To promote reproducibility and adaptability of our methods, we selected LLMs available at the time of this study from Ollama, an open-source package that establishes local connections with open-source models [28]. Due to graphics processing unit (GPU) constraints, we selected the following lightweight, instruction-tuned models for testing: Mistral Small 24 billion with Q8.0 quantization (model tag: 20ffe5db0161), Phi-4 14 billion with Q8.0 quantization (model tag: 310d366232f4), and Gemma2 27 billion with Q8.0 quantization (model tag: dab5dca674db) [28]. DeepSeek-r1 32 billion with Q4_K_M quantization (model tag: 38056bbcbb2d) was previously tested for sampled data but was not used in this study due to high response latencies [23,28]. Models were run on a single Nvidia V100 32GB GPU. Temperature and top-p were 0.0 and 0.99, respectively, for all experiments to avoid responses outside the requested format.

Concept selection.

For Concept Selection, we generated constructed concepts from eICU-CRD tables. Tables that did not include timestamped data but contained information on respiratory therapies or medications (such as the apacheApsVar table) or were unlikely to contain descriptions of respiratory therapies or medications (such as the vitalPeriodic table) were not processed further. There were 9 tables used to construct input concepts (Table 2). In early testing, we achieved best results when classifying the respiratory therapies separately from the relevant medications. We thus developed two prompts, resulting in two LLM responses per constructed concept (see S1 Appendix). Concept definitions within the prompts were produced by two clinician experts who summarized and consolidated notes related to the terms of interest (see S1 Appendix). We used Chain-of-Thought (CoT) prompting by including a series of questions and answers to help the model determine relevancy of the constructed concept. CoT is a prompt engineering technique that has improved performance of LLMs by using a series of reasoning tasks to guide the model to the final response [29,30]. The answer to the final question for each prompt was parsed using string methods to get the final response of “YES” or “NO” for whether the constructed concept was relevant. Since there were two prompts, the final response was “YES” if at least one of the responses was “YES” and “NO” otherwise.
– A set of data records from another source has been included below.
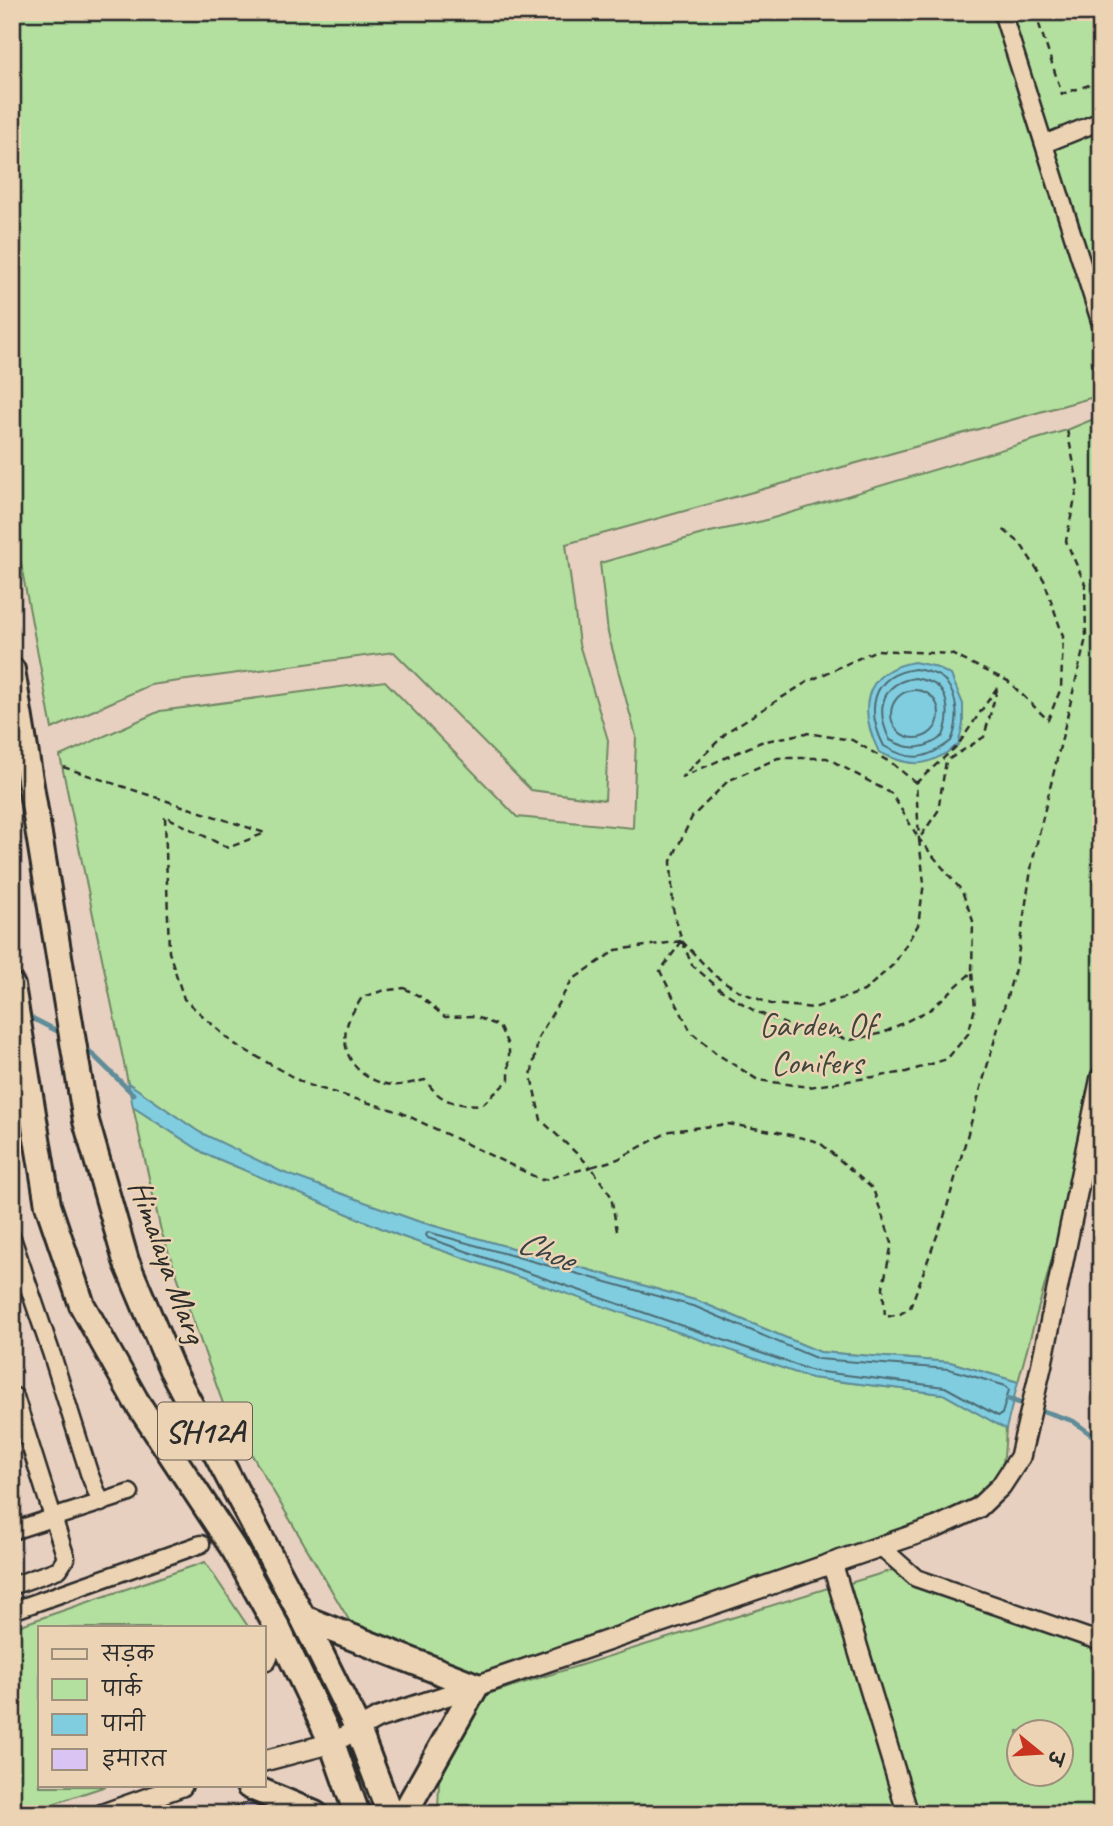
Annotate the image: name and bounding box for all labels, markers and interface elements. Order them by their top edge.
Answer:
park label: Garden Of Conifers [759,1004,881,1084]
street label: Himalaya Marg [119,1174,218,1350]
water label: Choe [511,1219,585,1283]
road number: SH12A [158,1402,252,1460]
legend [38,1626,266,1787]
text: सड़क [101,1641,155,1667]
text: पार्क [101,1672,143,1702]
text: पानी [101,1708,147,1737]
north arrow [1004,1717,1074,1787]
text: इमारत [102,1746,168,1772]
text: उ [1041,1746,1069,1770]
Table 2: Constructed concept pattern for each selected table in the eICU Collaborative Research Database database [27].Italicized text was replaced with values from the relevant column in each table, as demonstrated in the example for each table.

Apply algorithm.

After we identified the relevant constructed concepts across the eICU-CRD dataset, we applied the phenotyping heuristics. We identified the first encounter for each unique patient and then removed individuals who were less than 18 years old at the start of the encounter. For each encounter, we filtered data from the original 9 tables to the selected constructed concepts and then ordered each distinct constructed concept by its first occurrence based on the encounter admission time. The data, or constructed descriptions, for phenotyping were created by inserting each individual constructed concept into a string template and concatenating all of the unique constructed concepts together for the prompt. The template was “#: {constructed concept}” where “#” was the order of the constructed concept based on its first occurrence in the encounter records. Since timestamps were generalized to concept order and there was no encounter-specific information in the constructed descriptions, we phenotyped the unique constructed descriptions and then mapped the phenotypes to the relevant encounters for evaluation. Our phenotyping prompt used CoT (see S1 Appendix). We parsed the answer to the final question to identify the selected phenotype.

Evaluate algorithm.

Models were evaluated for both Concept Selection and Apply Algorithm using components of PHEONA, an evaluation framework for LLM-based applications to computational phenotyping [23]. Previously, we evaluated the models for Concept Selection using a random sample of constructed concepts [23]. In this study, we evaluated these models on the full set of constructed concepts using Accuracy (the ability of the model to produce accurate results) as the primary evaluation criterion and Model Response Latency (how quickly model results were returned) as the secondary evaluation criterion from PHEONA. We used area under the receiver operating characteristic curve (AUROC) to measure response accuracy against the concept ground truths. We measured response latency as the seconds required for the model to return a response for each constructed concept and then averaged these values for each prompt. For Apply Algorithm, since we had not previously used PHEONA for model evaluation, we evaluated model performance on a randomly selected subsample (see S1 Appendix) and then evaluated the best performing models on all encounters. We also used Accuracy and Model Response Latency criteria to assess model performance with the AUROC (and additionally, sensitivity and specificity) calculated using the original encounter ground truths [26].

Results

Phenotyping use case

There were initially 200,859 encounters across 166,355 patients. After applying the inclusion and exclusion criteria, there were 159,701 encounters for 159,701 patients. Using the previously developed phenotyping algorithm, the encounters were phenotyped as follows: 16,736 (10.5%) as IMV only; 6,833 (4.3%) as NIPPV only; 1,089 (0.7%) as HFNI only; 1,466 (0.9%) as NIPPV Failure; 568 (0.4%) as HFNI Failure; 601 (0.4%) as IMV to NIPPV; 186 (0.1%) as IMV to HFNI; and 132,222 (82.8%) as None [26].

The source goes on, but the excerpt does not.